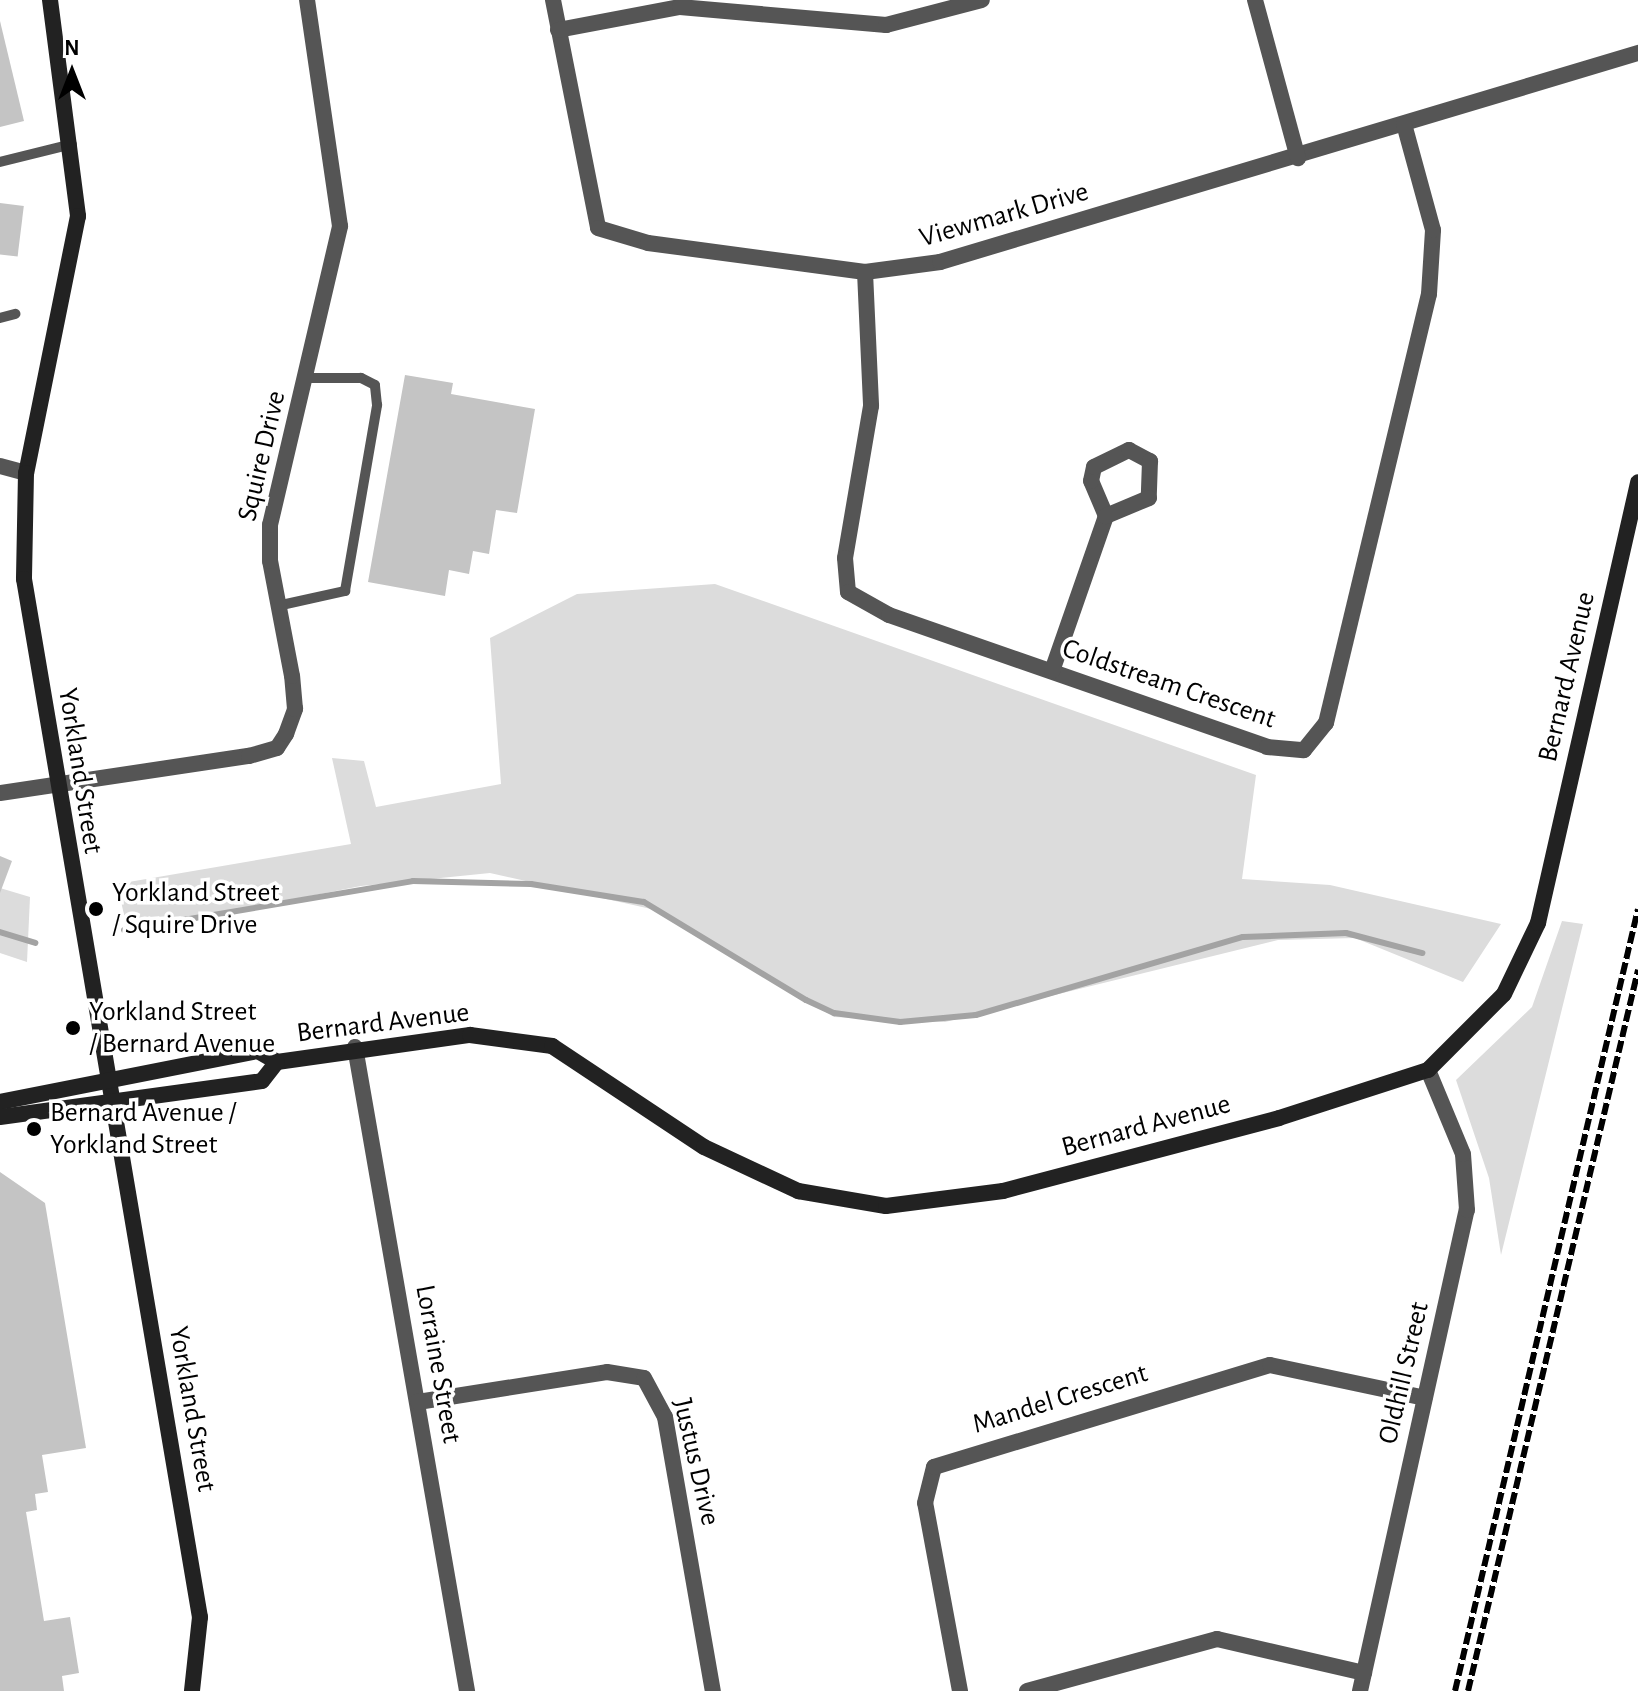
<!DOCTYPE html>
<style>
body{margin:0}
#map{position:relative;width:1638px;height:1691px;overflow:hidden;background:#fff;font-family:"Alegreya Sans",sans-serif}
div>[style]{position:absolute}
.green>*{inset:0;background:#dcdcdc}
.stream>*{height:6px;margin:-3px;padding:0 3px;transform-origin:3px;border-radius:3px;background:#a3a3a3}
.building>*{inset:0;background:#c4c4c4;transform-origin:0 0}
.lane>*{height:10px;margin:-5px;padding:0 5px;transform-origin:5px;border-radius:5px;background:#555}
.street>*{height:16px;margin:-8px;padding:0 8px;transform-origin:8px;border-radius:8px;background:#555}
.secondary>*{height:16px;margin:-8px;padding:0 8px;transform-origin:8px;border-radius:8px;background:#222}
.rail>*{height:6px;margin-top:-3px;transform-origin:0;background:repeating-linear-gradient(90deg,#000 0 12px,transparent 0 16px)}
.dots>*{width:22px;height:22px;translate:-50% -50%;box-sizing:border-box;border:4px solid #fff;border-radius:50%}
span{translate:-50% -50%;white-space:nowrap;text-align:center;line-height:1.15;-webkit-text-stroke:7px #fff;paint-order:stroke}
.street-label{font-size:28px;color:#000}
.poi-label{font-size:28px;color:#000}
.left{translate:0 -50%;text-align:left}
.north{position:absolute;left:32px;top:32px;width:80px;height:80px;-webkit-text-stroke:6px #fff;paint-order:stroke;rotate:0deg;font-size:22px;font-weight:700;line-height:32px;text-align:center;color:#000}
.north::after{content:'';display:block;margin:auto;width:28px;height:36px;background:#000;clip-path:polygon(50% 0,100% 100%,50% 72%,0 100%)}
</style>
<div id="map">
<div class="green">
<div style="clip-path:polygon(715px 584px,1256px 775px,1242px 879px,1330px 885px,1501px 924px,1463px 982px,1355px 938px,1278px 940px,945px 1022px,834px 1017px,660px 911px,490px 873px,361px 886px,128px 932px,117px 884px,351px 844px,332px 758px,364px 761px,376px 807px,501px 784px,490px 638px,577px 594px)"></div>
<div style="clip-path:polygon(0 888px,30px 897px,27px 962px,0 953px)"></div>
<div style="clip-path:polygon(1562px 921px,1583px 924px,1501px 1255px,1489px 1178px,1456px 1080px,1532px 1007px)"></div>
</div>
<div class="stream">
<div style="left:124px;top:930px;width:293px;rotate:-9.6deg"></div>
<div style="left:413px;top:881px;width:118px;rotate:1.5deg"></div>
<div style="left:531px;top:884px;width:114px;rotate:9.1deg"></div>
<div style="left:644px;top:902px;width:189px;rotate:31.2deg"></div>
<div style="left:806px;top:1000px;width:31px;rotate:25deg"></div>
<div style="left:834px;top:1013px;width:67px;rotate:7.8deg"></div>
<div style="left:900px;top:1022px;width:76px;rotate:-5.3deg"></div>
<div style="left:976px;top:1015px;width:278px;rotate:-16.3deg"></div>
<div style="left:1243px;top:937px;width:103px;rotate:-2.2deg"></div>
<div style="left:1346px;top:933px;width:79px;rotate:14.7deg"></div>
<div style="left:0;top:932px;width:37px;rotate:17deg"></div>
</div>
<div class="building">
<div style="clip-path:polygon(0 21px,24px 121px,0 127px)"></div>
<div style="left:0;top:203px;width:24px;height:51px;rotate:7deg"></div>
<div style="clip-path:polygon(405px 375px,453px 383px,451px 394px,535px 409px,517px 513px,496px 510px,489px 554px,473px 551px,469px 574px,449px 570px,445px 596px,368px 582px)"></div>
<div style="clip-path:polygon(0 856px,12px 861px,0 893px)"></div>
<div style="clip-path:polygon(0 1172px,45px 1203px,86px 1448px,42px 1455px,48px 1492px,35px 1494px,37px 1510px,26px 1512px,44px 1621px,70px 1617px,79px 1673px,62px 1676px,64px 1691px,0 1691px)"></div>
</div>
<div class="lane">
<div style="left:0;top:162px;width:74px;rotate:-14deg"></div>
<div style="left:0;top:318px;width:16px;rotate:-15deg"></div>
<div style="left:277px;top:606px;width:70px;rotate:-12.4deg"></div>
<div style="left:345px;top:591px;width:189px;rotate:-80.2deg"></div>
<div style="left:377px;top:405px;width:20px;rotate:-96deg"></div>
<div style="left:375px;top:385px;width:16px;rotate:-153deg"></div>
<div style="left:361px;top:378px;width:55px;rotate:180deg"></div>
</div>
<div class="street">
<div style="left:553px;top:0;width:232px;rotate:78.8deg"></div>
<div style="left:598px;top:228px;width:52px;rotate:16.7deg"></div>
<div style="left:648px;top:243px;width:219px;rotate:7.6deg"></div>
<div style="left:865px;top:272px;width:76px;rotate:-7.6deg"></div>
<div style="left:940px;top:262px;width:729px;rotate:-16.67deg"></div>
<div style="left:1255px;top:0;width:164px;rotate:74.8deg"></div>
<div style="left:558px;top:30px;width:124px;rotate:-10.7deg"></div>
<div style="left:680px;top:7px;width:207px;rotate:5deg"></div>
<div style="left:886px;top:25px;width:99px;rotate:-14.6deg"></div>
<div style="left:865px;top:272px;width:134px;rotate:87.4deg"></div>
<div style="left:871px;top:406px;width:154px;rotate:99.7deg"></div>
<div style="left:845px;top:558px;width:34px;rotate:85deg"></div>
<div style="left:848px;top:592px;width:47px;rotate:29.3deg"></div>
<div style="left:889px;top:615px;width:400px;rotate:19.2deg"></div>
<div style="left:1267px;top:747px;width:37px;rotate:5deg"></div>
<div style="left:1304px;top:750px;width:35px;rotate:-51deg"></div>
<div style="left:1326px;top:723px;width:441px;rotate:-76.5deg"></div>
<div style="left:1429px;top:294px;width:64px;rotate:-86.4deg"></div>
<div style="left:1433px;top:230px;width:110px;rotate:-105.3deg"></div>
<div style="left:0;top:466px;width:27px;rotate:15deg"></div>
<div style="left:1052px;top:671px;width:164px;rotate:-70.8deg"></div>
<div style="left:1106px;top:516px;width:38px;rotate:-113deg"></div>
<div style="left:1091px;top:481px;width:14px;rotate:-78deg"></div>
<div style="left:1094px;top:467px;width:39px;rotate:-26deg"></div>
<div style="left:1129px;top:450px;width:24px;rotate:28deg"></div>
<div style="left:1150px;top:461px;width:37px;rotate:92deg"></div>
<div style="left:1149px;top:498px;width:47px;rotate:157.3deg"></div>
<div style="left:0;top:793px;width:252px;rotate:-8.5deg"></div>
<div style="left:249px;top:756px;width:29px;rotate:-16deg"></div>
<div style="left:277px;top:748px;width:17px;rotate:-57deg"></div>
<div style="left:286px;top:734px;width:27px;rotate:-70deg"></div>
<div style="left:295px;top:709px;width:33px;rotate:-95deg"></div>
<div style="left:292px;top:676px;width:117px;rotate:-100.8deg"></div>
<div style="left:270px;top:561px;width:36px;rotate:-90deg"></div>
<div style="left:270px;top:525px;width:307px;rotate:-76.8deg"></div>
<div style="left:340px;top:226px;width:228px;rotate:-98.3deg"></div>
<div style="left:355px;top:1047px;width:654px;rotate:80.13deg"></div>
<div style="left:418px;top:1402px;width:191px;rotate:-9deg"></div>
<div style="left:607px;top:1372px;width:37px;rotate:9deg"></div>
<div style="left:644px;top:1378px;width:44px;rotate:61.7deg"></div>
<div style="left:665px;top:1417px;width:278px;rotate:80.1deg"></div>
<div style="left:960px;top:1691px;width:191px;rotate:-100.5deg"></div>
<div style="left:925px;top:1503px;width:37px;rotate:-76deg"></div>
<div style="left:934px;top:1467px;width:351px;rotate:-16.9deg"></div>
<div style="left:1270px;top:1365px;width:158px;rotate:12deg"></div>
<div style="left:1027px;top:1691px;width:197px;rotate:-15.3deg"></div>
<div style="left:1217px;top:1639px;width:151px;rotate:13deg"></div>
<div style="left:1360px;top:1691px;width:493px;rotate:-77.5deg"></div>
<div style="left:1467px;top:1210px;width:56px;rotate:-94.1deg"></div>
<div style="left:1463px;top:1154px;width:91px;rotate:-112.6deg"></div>
</div>
<div class="secondary">
<div style="left:50px;top:0;width:218px;rotate:82.6deg"></div>
<div style="left:78px;top:216px;width:262px;rotate:101.4deg"></div>
<div style="left:26px;top:473px;width:106px;rotate:91.1deg"></div>
<div style="left:24px;top:579px;width:1053px;rotate:80.38deg"></div>
<div style="left:200px;top:1617px;width:74px;rotate:96.2deg"></div>
<div style="left:0;top:1102px;width:263px;rotate:-11.2deg"></div>
<div style="left:258px;top:1051px;width:22px;rotate:30deg"></div>
<div style="left:277px;top:1062px;width:195px;rotate:-8deg"></div>
<div style="left:470px;top:1035px;width:83px;rotate:7.6deg"></div>
<div style="left:552px;top:1046px;width:182px;rotate:33.6deg"></div>
<div style="left:704px;top:1147px;width:104px;rotate:25.1deg"></div>
<div style="left:798px;top:1191px;width:89px;rotate:9.7deg"></div>
<div style="left:886px;top:1206px;width:118px;rotate:-7.3deg"></div>
<div style="left:1003px;top:1191px;width:285px;rotate:-14.8deg"></div>
<div style="left:1279px;top:1118px;width:157px;rotate:-17.9deg"></div>
<div style="left:1428px;top:1070px;width:107px;rotate:-45deg"></div>
<div style="left:1504px;top:994px;width:79px;rotate:-64.4deg"></div>
<div style="left:1538px;top:923px;width:452px;rotate:-77.2deg"></div>
<div style="left:0;top:1117px;width:264px;rotate:-7.8deg"></div>
<div style="left:262px;top:1081px;width:24px;rotate:-52deg"></div>
</div>
<div class="rail">
<div style="left:1455px;top:1691px;width:803px;rotate:-76.83deg"></div>
<div style="left:1468px;top:1691px;width:741px;rotate:-76.73deg"></div>
</div>
<div class="dots">
<div style="left:96px;top:909px;background:#000"></div>
<div style="left:73px;top:1028px;background:#000"></div>
<div style="left:34px;top:1129px;background:#000"></div>
</div>
<div class="street-label">
<span style="left:1004px;top:215px;rotate:-16deg">Viewmark Drive</span>
<span style="left:262px;top:456px;rotate:-77deg">Squire Drive</span>
<span style="left:1567px;top:677px;rotate:-77deg">Bernard Avenue</span>
<span style="left:1169px;top:684px;rotate:19deg">Coldstream Crescent</span>
<span style="left:80px;top:771px;rotate:81deg">Yorkland Street</span>
<span style="left:383px;top:1023px;rotate:-7deg">Bernard Avenue</span>
<span style="left:1146px;top:1126px;rotate:-15deg">Bernard Avenue</span>
<span style="left:438px;top:1364px;rotate:80deg">Lorraine Street</span>
<span style="left:1404px;top:1373px;rotate:-77deg">Oldhill Street</span>
<span style="left:1060px;top:1399px;rotate:-17deg">Mandel Crescent</span>
<span style="left:192px;top:1409px;rotate:80deg">Yorkland Street</span>
<span style="left:696px;top:1462px;rotate:77deg">Justus Drive</span>
</div>
<div class="poi-label">
<span class="left" style="left:112px;top:909px">Yorkland Street<br>/ Squire Drive</span>
<span class="left" style="left:89px;top:1028px">Yorkland Street<br>/ Bernard Avenue</span>
<span class="left" style="left:50px;top:1129px">Bernard Avenue /<br>Yorkland Street</span>
</div>
<div class="north">N</div>
</div>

- - -

• [AIM OF THE TASK] Which lines in the data above hold the word "paint"? Return each of them.

• [RESPONSE FOR THIS EXERCISE]
span{translate:-50% -50%;white-space:nowrap;text-align:center;line-height:1.15;-webkit-text-stroke:7px #fff;paint-order:stroke}
.north{position:absolute;left:32px;top:32px;width:80px;height:80px;-webkit-text-stroke:6px #fff;paint-order:stroke;rotate:0deg;font-size:22px;font-weight:700;line-height:32px;text-align:center;color:#000}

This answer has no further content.